Click here to see the best movies of the ‘60s, according to data

Of the 25 best movies of the ‘60s, the vast majority are foreign films, with numerous films coming out of Japan, Italy, and France, as well as individual films hailing from Mexico, Czechoslovakia, and Sweden. The list includes classics by veteran directors like Billy Wilder and Alfred Hitchcock, as well as political satire from up-and-coming directors like Stanley Kubrick.

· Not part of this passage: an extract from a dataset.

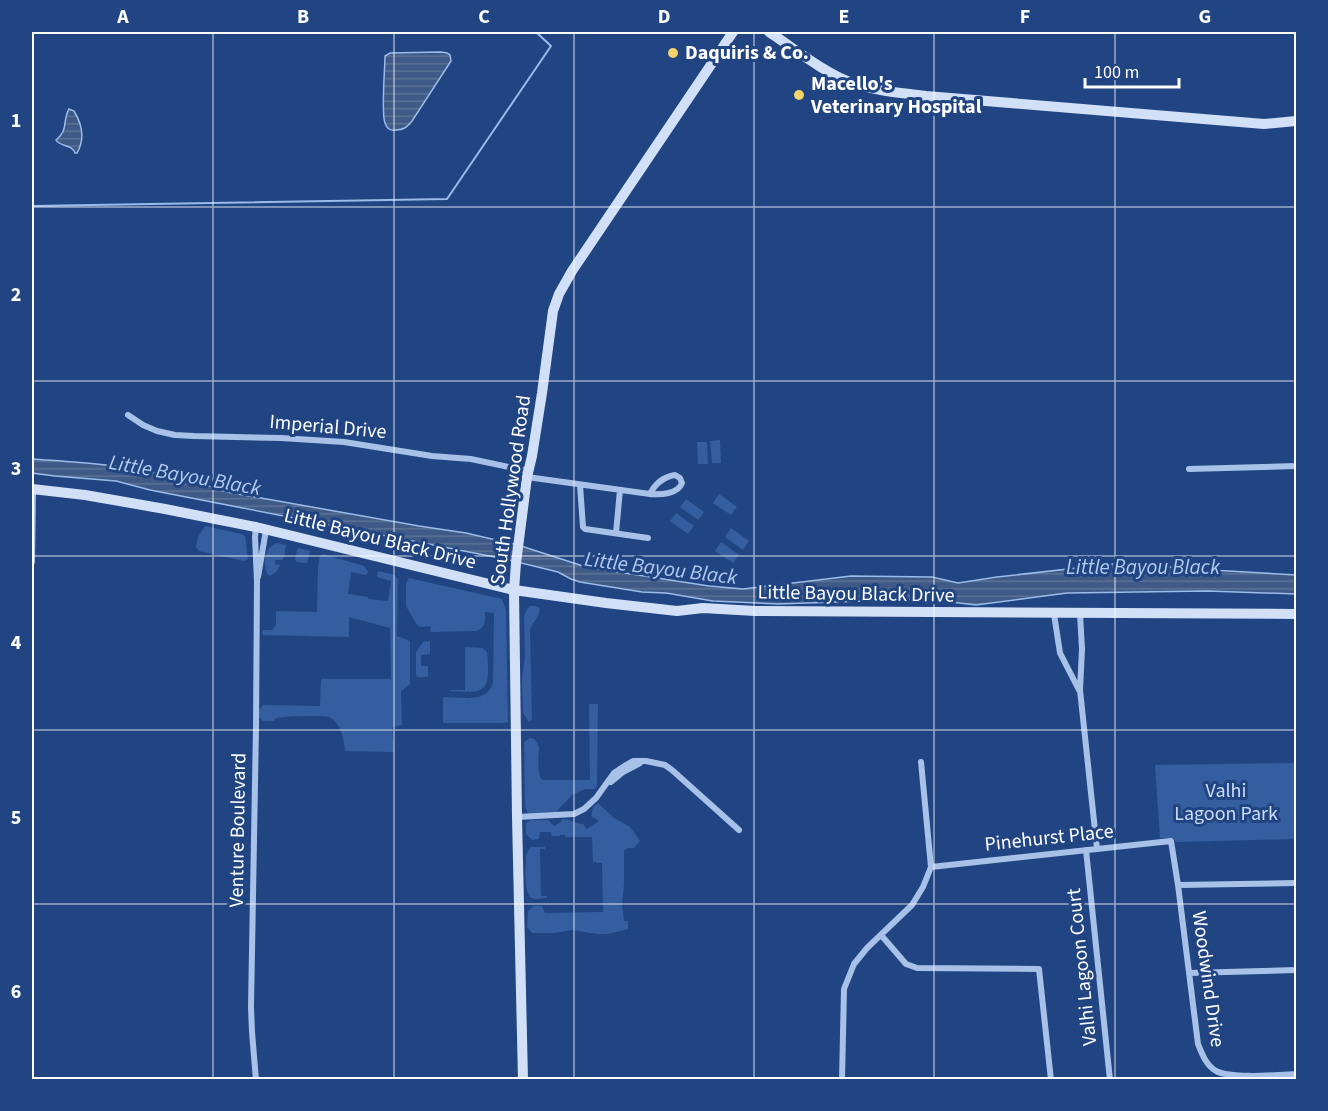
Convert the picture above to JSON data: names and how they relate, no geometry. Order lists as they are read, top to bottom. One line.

Directors with repeat hits include Akira Kurosawa, Jean-Pierre Melville, and Sergio Leone – the king of spaghetti Westerns. (If you’re a fan of Leone’s biggest star, here are Clint Eastwood movies ranked worst to best.)

Source: Courtesy of Embassy Pictures

25. 8 ½ (1963)
> 24/7 score: 2.74
> Imdb user rating: 8 (115,788 votes)
> Rotten Tomatoes meter: 98%
> Directed by: Federico Fellini
> Starring: Marcello Mastroianni, Claudia Cardinale, Anouk Aimée, Sandra Milo

Referred to as “a film with itself as its subject,” this autobiographical comedy by Italian surrealist filmmaker Federico Fellini follows a famous director suffering from a creative blockage as he attempts to direct an epic science fiction film – which happens to be a film called “8 ½.” Fellini’s use of self-reference, fantasy, and dream sequences does nothing to detract from the film’s intimate portrayal of a director’s personal and professional trials.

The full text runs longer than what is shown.